Amerykańskie władze obawiają się, że Izrael rozszerzy trwającą wojnę z palestyńskim Hamasem na terytorium Libanu. O sprawie pisze "Washington Post", który twierdzi, że premier Benjamin Netanjahu może uznać poważną eskalację konfliktu z Hezbollahem za klucz do swojego politycznego przetrwania.

REKLAMA

"Prezydent Joe Biden wysłał swoich najlepszych doradców na Bliski Wschód z kluczowym zadaniem: zapobiec wybuchowi pełnej wojny między Izraelem a libańską grupą Hezbollah" - pisze "Washington Post".

Wszystko dlatego, że Izrael jasno dał do zrozumienia, iż uważa regularną wymianę ognia między swoimi siłami a Hezbollahem wzdłuż granicy za niemożliwą do utrzymania i może wkrótce rozpocząć dużą operację wojskową w Libanie.

Preferujemy ścieżkę uzgodnionego porozumienia dyplomatycznego - powiedział w piątek izraelski minister obrony Yoav Gallant. Zbliżamy się jednak do punktu, w którym przesypie się piasek w klepsydrze - dodał.

Urzędnicy amerykańscy obawiają się, że izraelski premier Benjamin Netanjahu może uznać rozszerzoną walkę w Libanie za klucz do swojego politycznego przetrwania w obliczu wewnętrznej krytyki dotyczącej niepowodzenia jego rządu w zapobiegnięciu atakowi Hamasu z 7 października.

Hezbollah to trudny przeciwnik

W poufnych rozmowach amerykańska administracja ostrzegała Izrael przed znaczącą eskalacją w Libanie. "Jeśli tak się stanie, to - jak wykazał najnowszy raport Agencji Wywiadu Obronnego (DIA) - Siłom Obronnym Izraela (IDF) trudno będzie odnieść sukces, ponieważ ich aktywa i zasoby wojskowe byłyby zbyt rozproszone ze względu na konflikt w Strefie Gazie" - wskazał "Washington Post".

Według autorów raportu, Hezbollah, wieloletni przeciwnik USA, posiadający dobrze wyszkolonych bojowników i dziesiątki tysięcy rakiet, chce uniknąć poważnej eskalacji. Ich zdaniem, przywódca grupy, Hasan Nasrallah, stara się unikać szerszej wojny. W piątkowym przemówieniu obiecał reakcję na izraelską agresję, dając jednocześnie do zrozumienia, że może być otwarty na negocjacje w sprawie wytyczenia granicy z Izraelem.

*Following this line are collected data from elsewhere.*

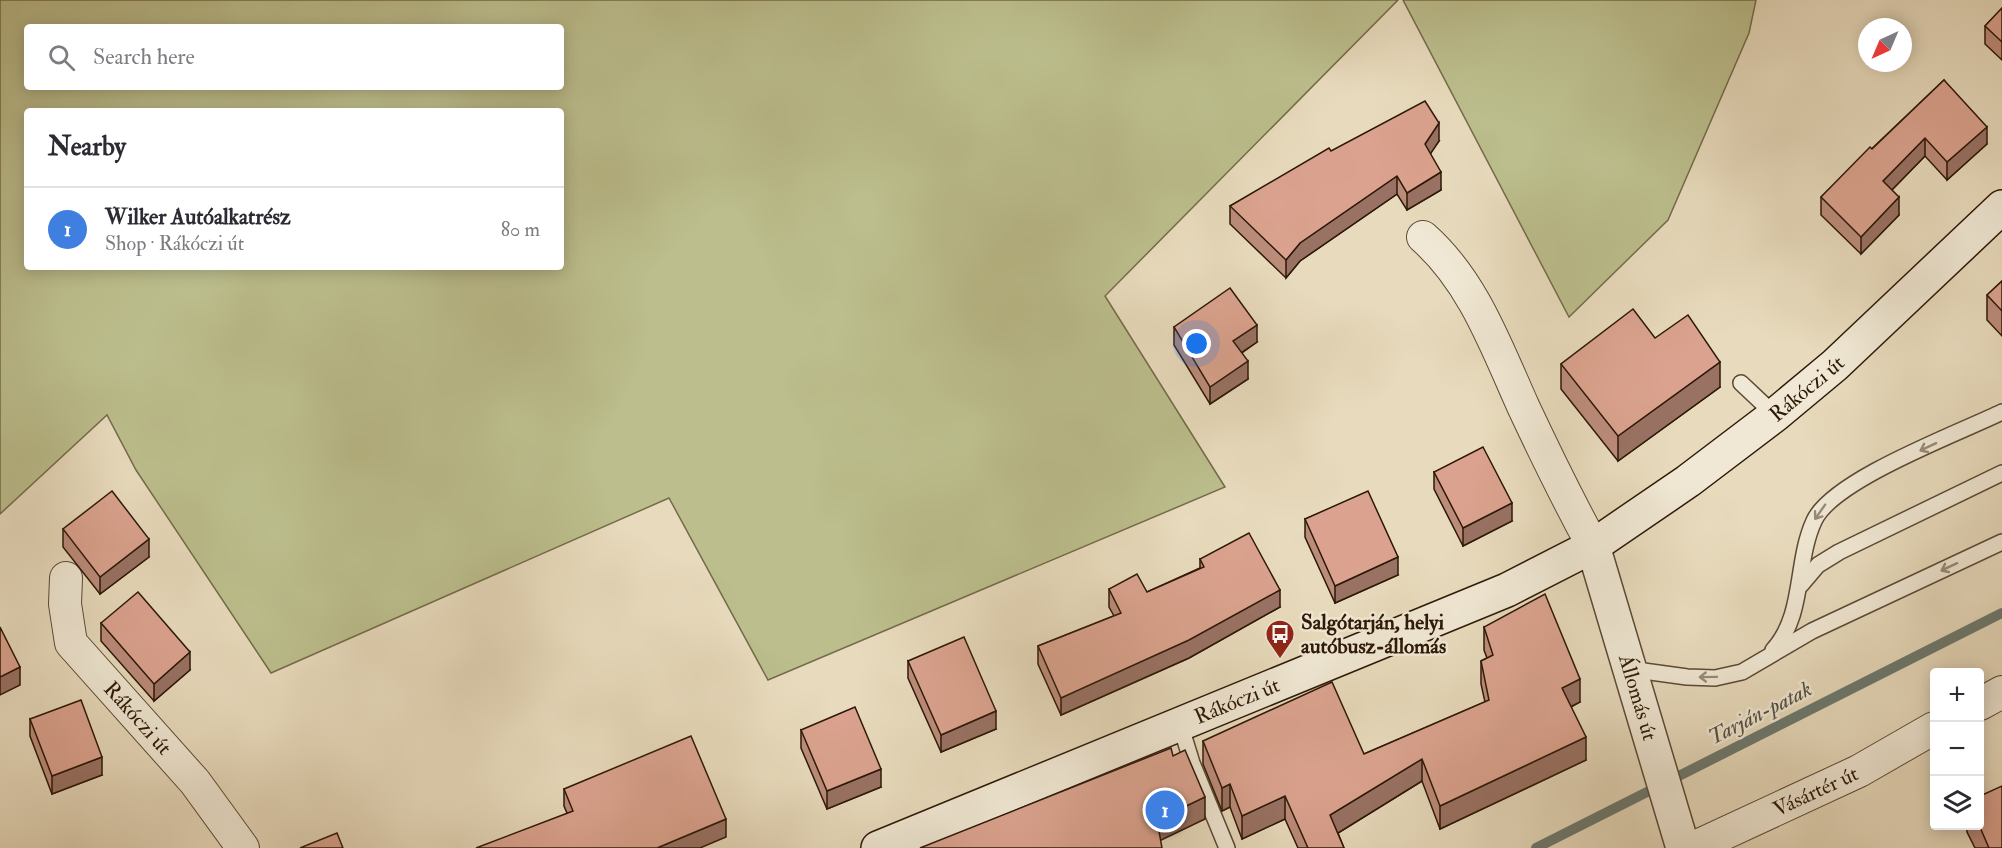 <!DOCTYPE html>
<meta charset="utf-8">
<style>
:root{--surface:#fff;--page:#f7f7f7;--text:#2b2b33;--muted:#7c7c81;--line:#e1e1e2;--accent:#8f2418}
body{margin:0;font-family:"IM FELL Double Pica",serif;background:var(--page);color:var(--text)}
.controls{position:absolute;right:18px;bottom:18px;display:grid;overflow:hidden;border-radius:6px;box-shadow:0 3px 15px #0003}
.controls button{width:54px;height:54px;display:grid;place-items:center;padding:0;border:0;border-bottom:2px solid var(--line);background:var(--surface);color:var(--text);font:30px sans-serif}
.compass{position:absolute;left:1858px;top:18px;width:54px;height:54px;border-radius:50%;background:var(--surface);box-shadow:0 3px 15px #0003;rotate:224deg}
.you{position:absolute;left:1197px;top:344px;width:21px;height:21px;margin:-15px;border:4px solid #fff;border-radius:50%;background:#1a73e8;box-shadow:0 0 0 9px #1a73e833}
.badge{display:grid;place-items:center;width:39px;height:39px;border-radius:50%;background:var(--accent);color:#fff;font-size:20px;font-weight:700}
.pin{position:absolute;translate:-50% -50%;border:3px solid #fff;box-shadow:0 2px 6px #0006}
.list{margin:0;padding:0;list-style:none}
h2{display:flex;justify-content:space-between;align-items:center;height:78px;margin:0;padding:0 24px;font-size:26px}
h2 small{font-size:20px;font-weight:400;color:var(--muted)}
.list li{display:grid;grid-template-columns:39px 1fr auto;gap:18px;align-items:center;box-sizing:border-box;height:84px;padding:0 24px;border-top:2px solid var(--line)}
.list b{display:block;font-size:22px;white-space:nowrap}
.list p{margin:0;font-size:20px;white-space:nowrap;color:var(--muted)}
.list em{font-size:20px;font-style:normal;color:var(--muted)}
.icon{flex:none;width:33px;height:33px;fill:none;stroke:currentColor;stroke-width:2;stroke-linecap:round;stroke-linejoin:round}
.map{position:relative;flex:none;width:2002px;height:848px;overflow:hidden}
.search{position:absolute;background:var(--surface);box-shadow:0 3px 15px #0003;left:24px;top:24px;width:540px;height:66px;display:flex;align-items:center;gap:15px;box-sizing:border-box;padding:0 21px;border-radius:6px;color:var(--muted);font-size:22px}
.panel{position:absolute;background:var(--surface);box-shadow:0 3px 15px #0003;left:24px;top:108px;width:540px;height:162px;border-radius:6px}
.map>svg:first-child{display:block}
.green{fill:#bcbe8d;stroke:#746b4a;stroke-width:1.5;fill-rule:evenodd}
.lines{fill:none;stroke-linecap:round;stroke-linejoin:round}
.stream{stroke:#6d7970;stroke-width:10}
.service-casing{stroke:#5c4935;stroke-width:18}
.minor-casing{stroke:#5c4935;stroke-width:34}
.tertiary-casing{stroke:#5c4935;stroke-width:36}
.secondary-casing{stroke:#2d1808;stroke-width:36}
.service{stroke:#f0e8d4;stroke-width:15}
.minor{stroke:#f0e8d4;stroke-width:32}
.tertiary{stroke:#f0e8d4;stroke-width:33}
.secondary{stroke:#f0e8d4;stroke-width:33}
.wall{fill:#bc8c7b;stroke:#2d1808;stroke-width:1.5}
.shaded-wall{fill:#997264;stroke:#2d1808;stroke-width:1.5}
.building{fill:#dba38f;stroke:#2d1808;stroke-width:1.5}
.oneway{stroke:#988a78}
.labels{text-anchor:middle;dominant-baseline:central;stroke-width:5;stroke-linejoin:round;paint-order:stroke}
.street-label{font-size:21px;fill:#2d1808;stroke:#f0e8d4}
.poi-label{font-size:21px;font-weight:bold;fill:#2d1808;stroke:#f0e8d4;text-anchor:start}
.water-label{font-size:22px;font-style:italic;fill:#525145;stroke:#f0e8d4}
</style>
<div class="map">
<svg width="2002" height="848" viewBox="0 0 2002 848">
<rect width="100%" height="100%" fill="#e8dbbd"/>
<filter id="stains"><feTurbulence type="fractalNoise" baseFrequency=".00333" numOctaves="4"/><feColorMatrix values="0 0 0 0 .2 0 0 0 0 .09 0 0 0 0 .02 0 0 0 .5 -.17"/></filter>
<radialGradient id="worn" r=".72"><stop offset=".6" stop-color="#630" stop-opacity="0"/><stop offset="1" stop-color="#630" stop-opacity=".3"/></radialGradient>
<g class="green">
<path d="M0,0H1398L1105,296L1225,487L768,680L669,498L271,673L136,470L107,415L0,514ZM27,27H561V87H27ZM27,111H561V267H27Z"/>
<path d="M1403,0H1756L1749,33L1668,220L1569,317Z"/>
</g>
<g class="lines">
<path class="stream" d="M1536,848L2002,613"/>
<g class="service-casing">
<g id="service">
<path d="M1741,383L1775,415"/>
<path d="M1801,585L1818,565L1839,552L2002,473"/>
<path d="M1773,650C1805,615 1795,562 1814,521C1832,480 1959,433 2002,412"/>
<path d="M1629,669L1687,677L1715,678L1742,672L1812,631L2002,542"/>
<path d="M1180,724L1192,763L1227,848"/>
</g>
</g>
<g class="minor-casing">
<g id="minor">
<path d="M1423,237C1473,281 1496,346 1523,406C1545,453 1568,500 1593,546"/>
<path id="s1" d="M66,578L65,604L71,643L195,782L243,848"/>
<path d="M1980,704L2002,692"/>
<path id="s2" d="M1693,848L1859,771L1934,728"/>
</g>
</g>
<g class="tertiary-casing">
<g id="tertiary">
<path id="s3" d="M1593,546L1683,848"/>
</g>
</g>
<g class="secondary-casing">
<g id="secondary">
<path id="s4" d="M878,848L1507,590L1593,546L1688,481L1775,415L1835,365L2002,207"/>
</g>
</g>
<use href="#service" class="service"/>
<use href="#minor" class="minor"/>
<use href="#tertiary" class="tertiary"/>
<use href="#secondary" class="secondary"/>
</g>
<g class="wall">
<path d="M2002,8V60L1985,44V26Z"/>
<path d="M1944,80L1987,144L1947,180L1925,156L1892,190L1899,215L1861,254L1821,215V197Z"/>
<path d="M1439,141L1430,153L1441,190L1407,210L1397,194L1300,261L1286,278L1230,224V206L1331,151Z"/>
<path d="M2002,281V336L1987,320V295Z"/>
<path d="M1174,327L1257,342L1242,353L1248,379L1210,404L1174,345Z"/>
<path d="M1655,338L1720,387L1618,461L1561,389V364Z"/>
<path d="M1434,472L1512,521L1463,546L1434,489Z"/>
<path d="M1305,519L1398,575L1335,603L1305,537Z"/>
<path d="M63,529L149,557L100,594L63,547Z"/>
<path d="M1200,559L1280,607L1189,658L1061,715L1038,664V646L1114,616L1109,607V589L1147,592L1200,568Z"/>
<path d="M101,623L190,670L154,701L101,641Z"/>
<path d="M1484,627L1580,702L1571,707L1586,760L1440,829L1422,781L1338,833L1344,848H1298L1285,819L1242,839L1230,807L1222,811L1203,764V741L1364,754L1485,702L1481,684V661L1487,658L1484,650Z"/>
<path d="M908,661L996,729L941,752L908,678Z"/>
<path d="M30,719L102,775L52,794L30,736Z"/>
<path d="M801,730L881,787L827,809L801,748Z"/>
<path d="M564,789L726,837L567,813L564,806Z"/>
<path d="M1967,825H1980L2002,848H1975L1967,832Z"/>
</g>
<g class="shaded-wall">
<path d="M1439,123V141L1425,162V144Z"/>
<path d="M1987,127V144L1947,180V162Z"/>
<path d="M1925,138V156L1883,199V181Z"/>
<path d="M1441,172V190L1407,210V193Z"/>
<path d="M1397,176V194L1300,261L1286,278V260L1300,243Z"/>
<path d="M1899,197V215L1861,254V237Z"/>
<path d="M1257,325V342L1233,358V341Z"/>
<path d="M1248,361V379L1210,404V387Z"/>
<path d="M1720,362V387L1618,461V436Z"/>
<path d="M1512,503V521L1463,546V528Z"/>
<path d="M149,539V557L100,594V577Z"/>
<path d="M1398,557V575L1335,603V586Z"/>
<path d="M1280,590V607L1189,658L1061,715V698Z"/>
<path d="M190,652V670L154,701V684Z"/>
<path d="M20,667V685L0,695V677Z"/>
<path d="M1580,679V702L1562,711V688Z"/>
<path d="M996,711V729L941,752V735Z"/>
<path d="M1586,737V760L1440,829V806Z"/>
<path d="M102,757V775L52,794V776Z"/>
<path d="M1422,759V781L1330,838V815Z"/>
<path d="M881,769V787L827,809V791Z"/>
<path d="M1230,784V807L1222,811V788Z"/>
<path d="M1285,796V819L1242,839V816Z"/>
<path d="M1205,797V819L1157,842V820Z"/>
<path d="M726,819V837L700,848H657Z"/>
</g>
<g class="building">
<path d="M2002,8V42L1985,26Z"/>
<path d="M1944,80L1987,127L1947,162L1925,138L1883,181L1899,197L1861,237L1821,197L1870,147L1872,149Z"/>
<path d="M1425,101L1439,123L1425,144L1441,172L1407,193L1397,176L1300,243L1286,260L1230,206L1329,148L1331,151Z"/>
<path d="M2002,281V311L1987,295Z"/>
<path d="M1230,288L1257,325L1233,341L1248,361L1210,387L1174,327Z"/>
<path d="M1633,309L1655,338L1688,315L1720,362L1618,436L1561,364Z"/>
<path d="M1483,447L1512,503L1463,528L1434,472Z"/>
<path d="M112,491L149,539L100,577L63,529Z"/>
<path d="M1368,491L1398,557L1335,586L1305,519Z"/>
<path d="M1249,533L1280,590L1189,640L1061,698L1038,646L1121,613L1109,589L1137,574L1147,592L1204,567L1200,559Z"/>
<path d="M138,592L190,652L154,684L101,623Z"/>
<path d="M1545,594L1580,679L1562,688L1586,737L1440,806L1422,759L1330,815L1344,848H1308L1285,796L1242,816L1230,784L1222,788L1203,741L1332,682L1364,754L1489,700L1481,661L1493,655L1484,627Z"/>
<path d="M0,627L20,667L0,677Z"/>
<path d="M964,637L996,711L941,735L908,661Z"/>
<path d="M81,700L102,757L52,776L30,719Z"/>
<path d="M855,707L881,769L827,791L801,730Z"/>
<path d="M691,736L726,819L657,848H476L573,811L564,789Z"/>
<path d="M1171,748L1173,756L1185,750L1205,797L1157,820L1162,848H920Z"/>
<path d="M2002,786V848H1989L1979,825H1980V796Z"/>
<path d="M337,833L343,848H300Z"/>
</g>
<defs><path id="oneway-shaft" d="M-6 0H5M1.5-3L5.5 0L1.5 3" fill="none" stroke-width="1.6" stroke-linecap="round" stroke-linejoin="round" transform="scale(1.5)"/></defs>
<g class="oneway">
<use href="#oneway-shaft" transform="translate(1928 447) rotate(155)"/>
<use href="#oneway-shaft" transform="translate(1820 512) rotate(125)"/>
<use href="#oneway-shaft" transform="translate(1949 567) rotate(155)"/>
<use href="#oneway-shaft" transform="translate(1708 677) rotate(179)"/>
</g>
<defs>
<g id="bus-pin" transform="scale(1.5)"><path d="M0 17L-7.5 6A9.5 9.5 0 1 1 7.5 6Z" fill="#8f2418" stroke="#f0e8d4"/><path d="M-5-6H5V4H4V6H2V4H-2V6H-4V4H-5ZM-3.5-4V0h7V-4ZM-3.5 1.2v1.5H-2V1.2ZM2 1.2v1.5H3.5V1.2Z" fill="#fff"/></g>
</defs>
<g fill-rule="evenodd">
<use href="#bus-pin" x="1280" y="634"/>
</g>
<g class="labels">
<g class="street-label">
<text stroke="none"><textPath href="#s4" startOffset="1042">Rákóczi út</textPath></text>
<text stroke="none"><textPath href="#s3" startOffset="158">Állomás út</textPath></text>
<text stroke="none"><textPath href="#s4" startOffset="388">Rákóczi út</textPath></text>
<text stroke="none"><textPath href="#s1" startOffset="166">Rákóczi út</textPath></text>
<text stroke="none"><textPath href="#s2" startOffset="135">Vásártér út</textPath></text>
</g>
<g class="poi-label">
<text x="1301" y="622">Salgótarján, helyi<tspan x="1301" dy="24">autóbusz-állomás</tspan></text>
</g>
<g class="water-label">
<text transform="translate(1760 713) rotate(-27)">Tarján-patak</text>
</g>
</g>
<rect width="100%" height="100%" filter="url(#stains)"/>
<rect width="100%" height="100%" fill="url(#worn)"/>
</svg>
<div class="controls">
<button>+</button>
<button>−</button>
<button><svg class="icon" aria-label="layers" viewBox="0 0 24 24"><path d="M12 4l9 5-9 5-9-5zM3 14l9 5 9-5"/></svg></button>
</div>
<svg class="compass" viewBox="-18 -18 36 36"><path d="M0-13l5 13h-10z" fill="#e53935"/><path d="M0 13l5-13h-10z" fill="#7c7c81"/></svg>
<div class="you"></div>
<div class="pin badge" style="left:1165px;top:810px;background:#3f7fe0">1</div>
<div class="search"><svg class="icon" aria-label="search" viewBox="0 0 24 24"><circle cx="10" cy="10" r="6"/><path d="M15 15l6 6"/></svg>Search here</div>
<section class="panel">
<h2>Nearby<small></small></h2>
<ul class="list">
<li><span class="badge" style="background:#3f7fe0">1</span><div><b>Wilker Autóalkatrész</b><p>Shop · Rákóczi út</p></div><em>80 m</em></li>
</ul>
</section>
</div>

Analitycy USA obawiają się, że konflikt na pełną skalę między Izraelem a Libanem będzie gorszy od wojny izraelsko-libańskiej w 2006 roku ze względu na znacznie większy arsenał broni dalekiego zasięgu i precyzyjnej Hezbollahu. Liczba ofiar w Libanie może wynieść od 300 do 500 tysięcy i (wojna może) pociągnąć za sobą masową ewakuację całego północnego Izraela - powiedział Bilal Saab, ekspert ds. Libanu w Middle East Institute, waszyngtońskim zespole doradców politycznych.

Hezbollah może ugodzić głębiej w Izrael niż dotychczas, uderzając we wrażliwe cele, takie jak zakłady petrochemiczne i reaktory jądrowe, a Iran może aktywować bojówki w całym regionie. Nie sądzę, że byłoby to ograniczone do tych dwóch antagonistów - dodał ekspert.

Sekretarz stanu złoży wizytę w Izraelu

Sekretarz stanu Antony Blinken ma przybyć do Izraela w poniedziałek, gdzie omówi konkretne kroki mające na celu zapobiegnięcie eskalacji - powiedział jego rzecznik Matt Miller przed wejściem na pokład samolotu lecącego na Bliski Wschód.

Nie jest w niczyim interesie - ani Izraela, ani regionu, ani świata - aby ten konflikt rozprzestrzenił się poza Strefę Gazy - dodał. "Jednak pogląd ten nie jest jednolicie podzielany w rządzie Izraela" - pisze "Washington Post".